***** MATERIAL FOR THIS TASK *****

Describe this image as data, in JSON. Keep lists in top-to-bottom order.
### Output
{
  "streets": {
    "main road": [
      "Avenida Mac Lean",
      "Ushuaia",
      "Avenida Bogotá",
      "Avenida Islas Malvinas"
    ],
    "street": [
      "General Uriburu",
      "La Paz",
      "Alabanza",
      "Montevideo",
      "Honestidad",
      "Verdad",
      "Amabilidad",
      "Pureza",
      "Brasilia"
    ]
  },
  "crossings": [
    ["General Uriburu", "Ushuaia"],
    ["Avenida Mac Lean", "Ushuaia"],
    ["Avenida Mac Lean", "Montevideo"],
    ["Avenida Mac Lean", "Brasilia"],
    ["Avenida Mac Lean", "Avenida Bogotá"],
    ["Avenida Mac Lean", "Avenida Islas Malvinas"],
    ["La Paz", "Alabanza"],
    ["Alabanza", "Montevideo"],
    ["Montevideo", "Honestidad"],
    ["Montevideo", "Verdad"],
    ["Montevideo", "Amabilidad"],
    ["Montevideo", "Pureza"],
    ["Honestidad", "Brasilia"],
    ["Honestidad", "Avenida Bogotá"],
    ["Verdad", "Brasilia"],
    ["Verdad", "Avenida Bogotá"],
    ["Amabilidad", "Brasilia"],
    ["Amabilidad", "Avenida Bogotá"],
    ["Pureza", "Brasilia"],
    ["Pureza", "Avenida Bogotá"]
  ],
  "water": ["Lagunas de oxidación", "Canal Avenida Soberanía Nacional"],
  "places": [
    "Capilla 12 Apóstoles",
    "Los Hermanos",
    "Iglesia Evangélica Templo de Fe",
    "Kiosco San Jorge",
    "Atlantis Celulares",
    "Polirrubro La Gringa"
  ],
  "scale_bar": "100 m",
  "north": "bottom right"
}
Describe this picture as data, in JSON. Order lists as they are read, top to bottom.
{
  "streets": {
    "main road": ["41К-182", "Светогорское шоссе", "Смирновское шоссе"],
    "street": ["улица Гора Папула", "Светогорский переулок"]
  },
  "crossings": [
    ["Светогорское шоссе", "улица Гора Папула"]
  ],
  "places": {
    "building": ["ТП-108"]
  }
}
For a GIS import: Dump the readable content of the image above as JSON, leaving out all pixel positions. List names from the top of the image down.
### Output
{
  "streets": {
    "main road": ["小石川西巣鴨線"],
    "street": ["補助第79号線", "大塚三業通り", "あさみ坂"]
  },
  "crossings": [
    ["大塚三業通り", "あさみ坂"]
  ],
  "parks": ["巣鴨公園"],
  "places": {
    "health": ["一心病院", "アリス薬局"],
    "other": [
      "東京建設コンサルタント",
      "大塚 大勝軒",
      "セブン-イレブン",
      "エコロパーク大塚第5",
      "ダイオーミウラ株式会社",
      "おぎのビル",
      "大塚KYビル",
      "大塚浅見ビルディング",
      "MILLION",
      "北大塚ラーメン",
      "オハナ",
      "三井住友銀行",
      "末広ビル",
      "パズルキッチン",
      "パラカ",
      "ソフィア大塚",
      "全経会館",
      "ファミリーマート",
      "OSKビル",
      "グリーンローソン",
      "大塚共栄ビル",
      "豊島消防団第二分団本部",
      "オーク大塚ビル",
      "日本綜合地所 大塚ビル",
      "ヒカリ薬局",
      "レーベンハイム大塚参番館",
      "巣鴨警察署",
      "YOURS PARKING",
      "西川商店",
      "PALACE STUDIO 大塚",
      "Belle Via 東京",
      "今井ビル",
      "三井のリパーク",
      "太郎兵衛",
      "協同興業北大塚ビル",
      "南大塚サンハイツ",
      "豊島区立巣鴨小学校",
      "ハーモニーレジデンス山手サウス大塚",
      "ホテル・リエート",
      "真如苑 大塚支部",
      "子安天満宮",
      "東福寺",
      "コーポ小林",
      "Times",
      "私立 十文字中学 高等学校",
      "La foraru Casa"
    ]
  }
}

*****

### HOW TO COMPLETE THIS TASK
Without altering a single word, transcribe the entries above.

### TASK SOLUTION
Describe this image as data, in JSON. Keep lists in top-to-bottom order.
### Output
{
  "streets": {
    "main road": [
      "Avenida Mac Lean",
      "Ushuaia",
      "Avenida Bogotá",
      "Avenida Islas Malvinas"
    ],
    "street": [
      "General Uriburu",
      "La Paz",
      "Alabanza",
      "Montevideo",
      "Honestidad",
      "Verdad",
      "Amabilidad",
      "Pureza",
      "Brasilia"
    ]
  },
  "crossings": [
    ["General Uriburu", "Ushuaia"],
    ["Avenida Mac Lean", "Ushuaia"],
    ["Avenida Mac Lean", "Montevideo"],
    ["Avenida Mac Lean", "Brasilia"],
    ["Avenida Mac Lean", "Avenida Bogotá"],
    ["Avenida Mac Lean", "Avenida Islas Malvinas"],
    ["La Paz", "Alabanza"],
    ["Alabanza", "Montevideo"],
    ["Montevideo", "Honestidad"],
    ["Montevideo", "Verdad"],
    ["Montevideo", "Amabilidad"],
    ["Montevideo", "Pureza"],
    ["Honestidad", "Brasilia"],
    ["Honestidad", "Avenida Bogotá"],
    ["Verdad", "Brasilia"],
    ["Verdad", "Avenida Bogotá"],
    ["Amabilidad", "Brasilia"],
    ["Amabilidad", "Avenida Bogotá"],
    ["Pureza", "Brasilia"],
    ["Pureza", "Avenida Bogotá"]
  ],
  "water": ["Lagunas de oxidación", "Canal Avenida Soberanía Nacional"],
  "places": [
    "Capilla 12 Apóstoles",
    "Los Hermanos",
    "Iglesia Evangélica Templo de Fe",
    "Kiosco San Jorge",
    "Atlantis Celulares",
    "Polirrubro La Gringa"
  ],
  "scale_bar": "100 m",
  "north": "bottom right"
}
Describe this picture as data, in JSON. Order lists as they are read, top to bottom.
{
  "streets": {
    "main road": ["41К-182", "Светогорское шоссе", "Смирновское шоссе"],
    "street": ["улица Гора Папула", "Светогорский переулок"]
  },
  "crossings": [
    ["Светогорское шоссе", "улица Гора Папула"]
  ],
  "places": {
    "building": ["ТП-108"]
  }
}
For a GIS import: Dump the readable content of the image above as JSON, leaving out all pixel positions. List names from the top of the image down.
### Output
{
  "streets": {
    "main road": ["小石川西巣鴨線"],
    "street": ["補助第79号線", "大塚三業通り", "あさみ坂"]
  },
  "crossings": [
    ["大塚三業通り", "あさみ坂"]
  ],
  "parks": ["巣鴨公園"],
  "places": {
    "health": ["一心病院", "アリス薬局"],
    "other": [
      "東京建設コンサルタント",
      "大塚 大勝軒",
      "セブン-イレブン",
      "エコロパーク大塚第5",
      "ダイオーミウラ株式会社",
      "おぎのビル",
      "大塚KYビル",
      "大塚浅見ビルディング",
      "MILLION",
      "北大塚ラーメン",
      "オハナ",
      "三井住友銀行",
      "末広ビル",
      "パズルキッチン",
      "パラカ",
      "ソフィア大塚",
      "全経会館",
      "ファミリーマート",
      "OSKビル",
      "グリーンローソン",
      "大塚共栄ビル",
      "豊島消防団第二分団本部",
      "オーク大塚ビル",
      "日本綜合地所 大塚ビル",
      "ヒカリ薬局",
      "レーベンハイム大塚参番館",
      "巣鴨警察署",
      "YOURS PARKING",
      "西川商店",
      "PALACE STUDIO 大塚",
      "Belle Via 東京",
      "今井ビル",
      "三井のリパーク",
      "太郎兵衛",
      "協同興業北大塚ビル",
      "南大塚サンハイツ",
      "豊島区立巣鴨小学校",
      "ハーモニーレジデンス山手サウス大塚",
      "ホテル・リエート",
      "真如苑 大塚支部",
      "子安天満宮",
      "東福寺",
      "コーポ小林",
      "Times",
      "私立 十文字中学 高等学校",
      "La foraru Casa"
    ]
  }
}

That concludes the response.